Top of DATA RECORDS

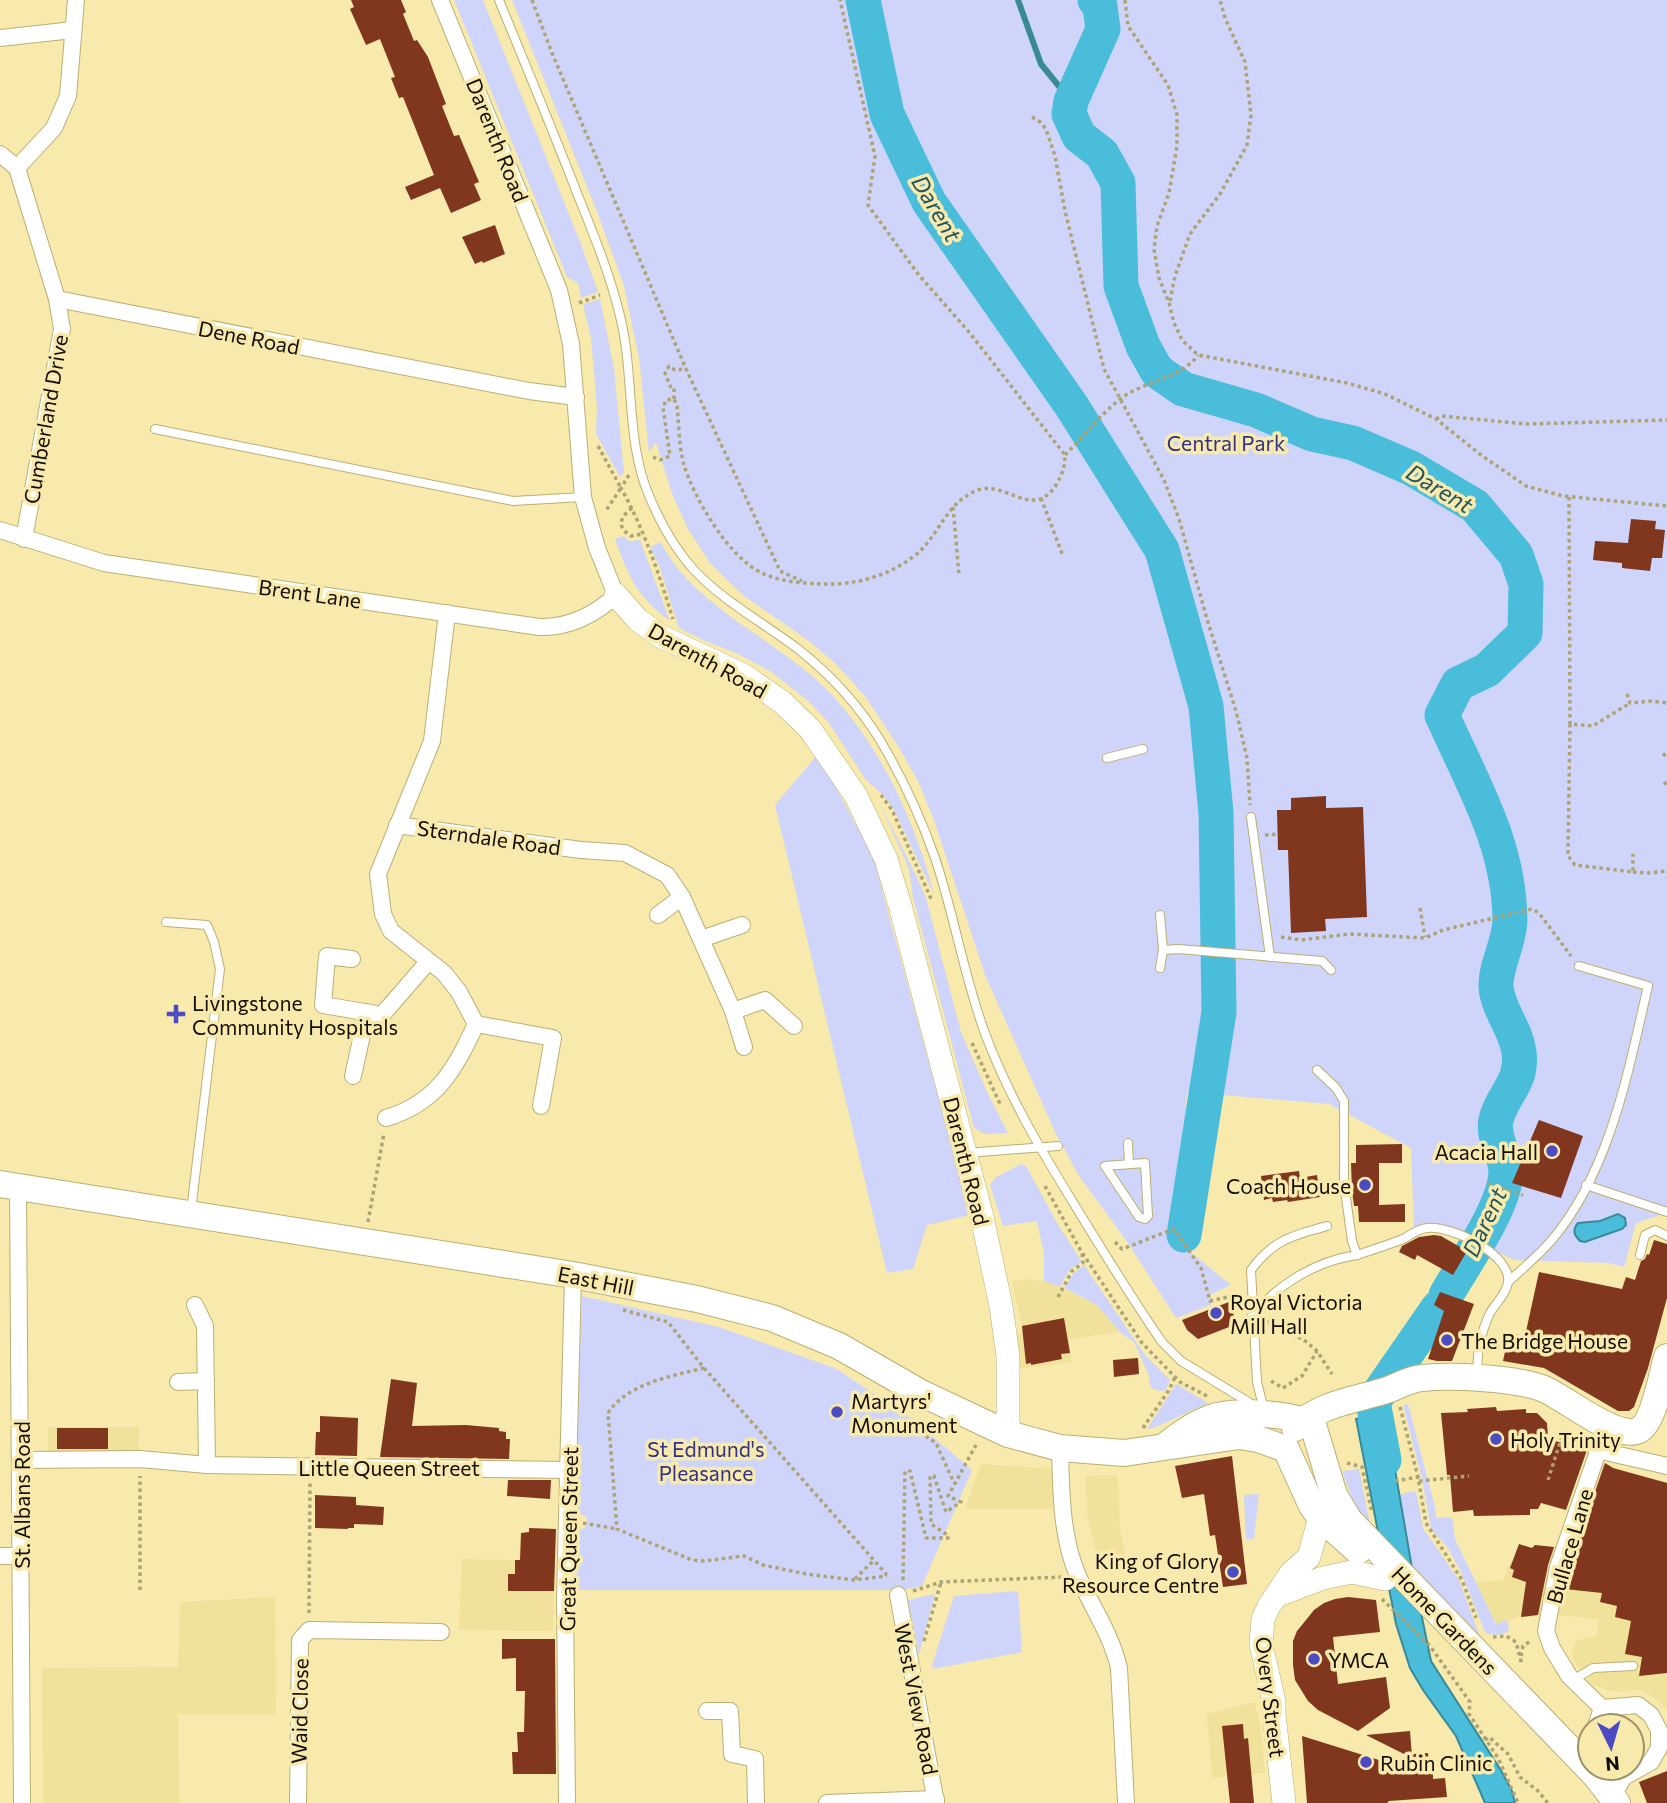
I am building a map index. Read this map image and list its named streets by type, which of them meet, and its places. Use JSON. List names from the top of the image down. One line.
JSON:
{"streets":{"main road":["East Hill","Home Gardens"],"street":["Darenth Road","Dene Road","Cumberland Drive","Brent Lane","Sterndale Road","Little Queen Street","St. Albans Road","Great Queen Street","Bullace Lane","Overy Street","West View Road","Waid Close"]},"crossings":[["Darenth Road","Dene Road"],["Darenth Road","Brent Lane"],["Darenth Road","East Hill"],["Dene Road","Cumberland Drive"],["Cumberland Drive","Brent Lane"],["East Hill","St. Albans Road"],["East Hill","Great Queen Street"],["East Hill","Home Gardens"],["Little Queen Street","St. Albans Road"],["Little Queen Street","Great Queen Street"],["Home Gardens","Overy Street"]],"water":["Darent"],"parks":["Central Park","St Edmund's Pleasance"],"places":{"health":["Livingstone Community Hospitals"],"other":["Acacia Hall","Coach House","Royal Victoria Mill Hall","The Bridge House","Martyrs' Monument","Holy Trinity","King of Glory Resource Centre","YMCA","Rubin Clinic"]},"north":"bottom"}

Bottom of DATA RECORDS
Top of DATA RECORDS

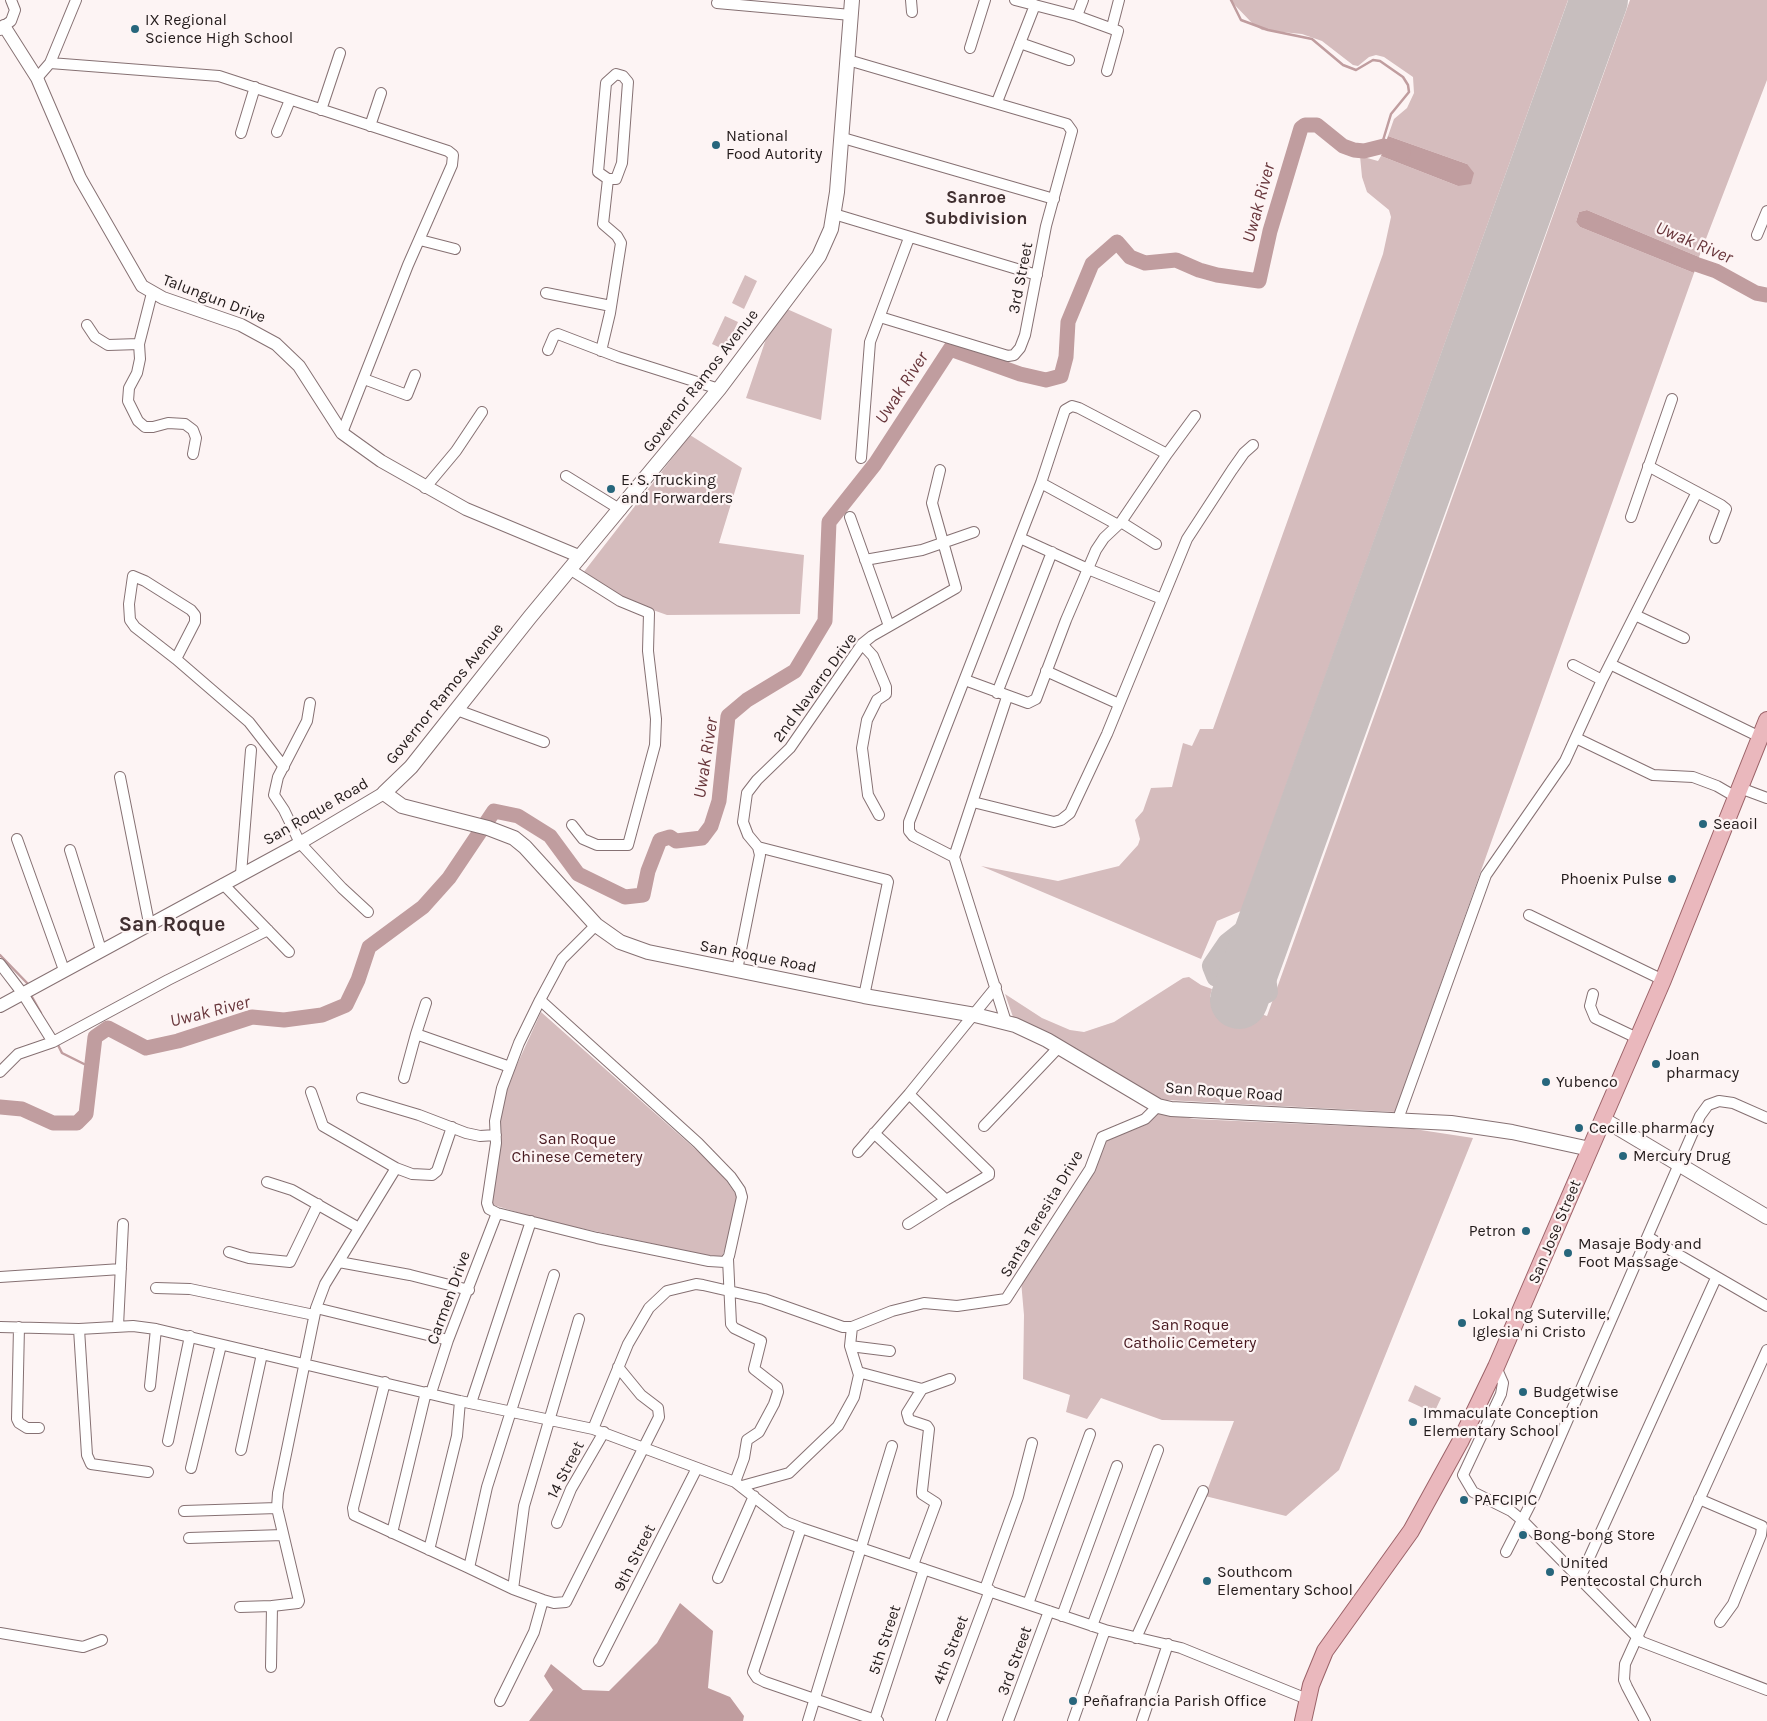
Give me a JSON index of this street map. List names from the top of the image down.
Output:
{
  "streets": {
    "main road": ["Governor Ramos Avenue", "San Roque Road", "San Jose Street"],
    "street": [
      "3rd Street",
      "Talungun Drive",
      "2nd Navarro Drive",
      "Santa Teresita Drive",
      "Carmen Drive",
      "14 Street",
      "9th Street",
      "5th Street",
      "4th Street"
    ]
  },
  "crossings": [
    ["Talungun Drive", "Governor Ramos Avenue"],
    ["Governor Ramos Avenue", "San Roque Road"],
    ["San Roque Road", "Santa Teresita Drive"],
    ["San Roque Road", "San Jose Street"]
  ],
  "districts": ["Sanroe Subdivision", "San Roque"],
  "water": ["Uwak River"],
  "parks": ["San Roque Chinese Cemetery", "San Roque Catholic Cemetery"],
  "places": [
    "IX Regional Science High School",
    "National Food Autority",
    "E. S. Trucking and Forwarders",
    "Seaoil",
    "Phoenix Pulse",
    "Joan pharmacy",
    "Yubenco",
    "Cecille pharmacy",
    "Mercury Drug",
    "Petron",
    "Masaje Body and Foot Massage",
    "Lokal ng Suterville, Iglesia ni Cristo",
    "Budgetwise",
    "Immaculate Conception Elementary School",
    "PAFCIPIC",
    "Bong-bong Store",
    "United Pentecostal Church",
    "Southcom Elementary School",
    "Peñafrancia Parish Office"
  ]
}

Bottom of DATA RECORDS
Top of DATA RECORDS

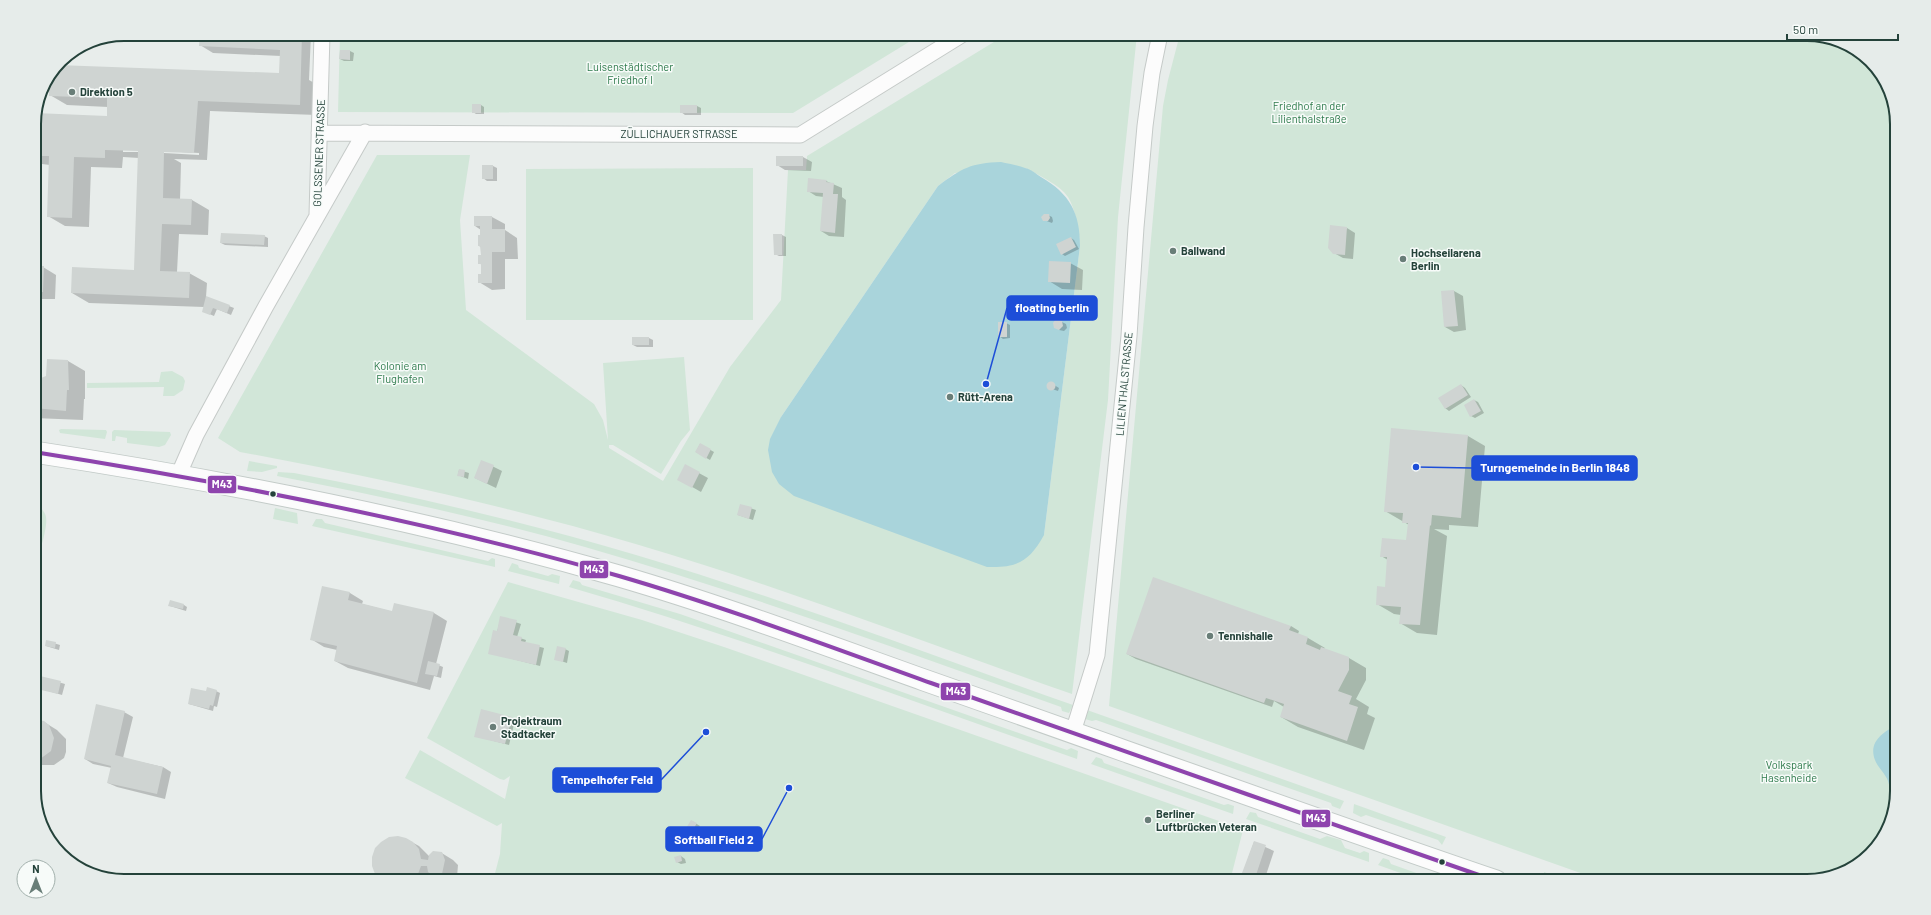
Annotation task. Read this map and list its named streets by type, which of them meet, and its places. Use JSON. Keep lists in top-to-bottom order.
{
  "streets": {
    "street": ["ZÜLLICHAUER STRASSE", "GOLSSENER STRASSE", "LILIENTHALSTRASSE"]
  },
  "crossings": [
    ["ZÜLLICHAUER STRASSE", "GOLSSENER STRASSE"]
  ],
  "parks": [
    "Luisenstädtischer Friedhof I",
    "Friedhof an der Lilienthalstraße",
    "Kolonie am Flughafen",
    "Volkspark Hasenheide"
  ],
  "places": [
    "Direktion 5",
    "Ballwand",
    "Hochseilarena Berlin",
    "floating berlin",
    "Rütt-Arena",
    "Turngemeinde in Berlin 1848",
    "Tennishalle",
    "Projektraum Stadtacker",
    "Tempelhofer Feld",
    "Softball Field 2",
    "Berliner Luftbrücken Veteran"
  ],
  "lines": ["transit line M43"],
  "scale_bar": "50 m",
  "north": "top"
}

Bottom of DATA RECORDS

Search the records above for the string "down" and copy each line that holds it.

I am building a map index. Read this map image and list its named streets by type, which of them meet, and its places. Use JSON. List names from the top of the image down. One line.
Give me a JSON index of this street map. List names from the top of the image down.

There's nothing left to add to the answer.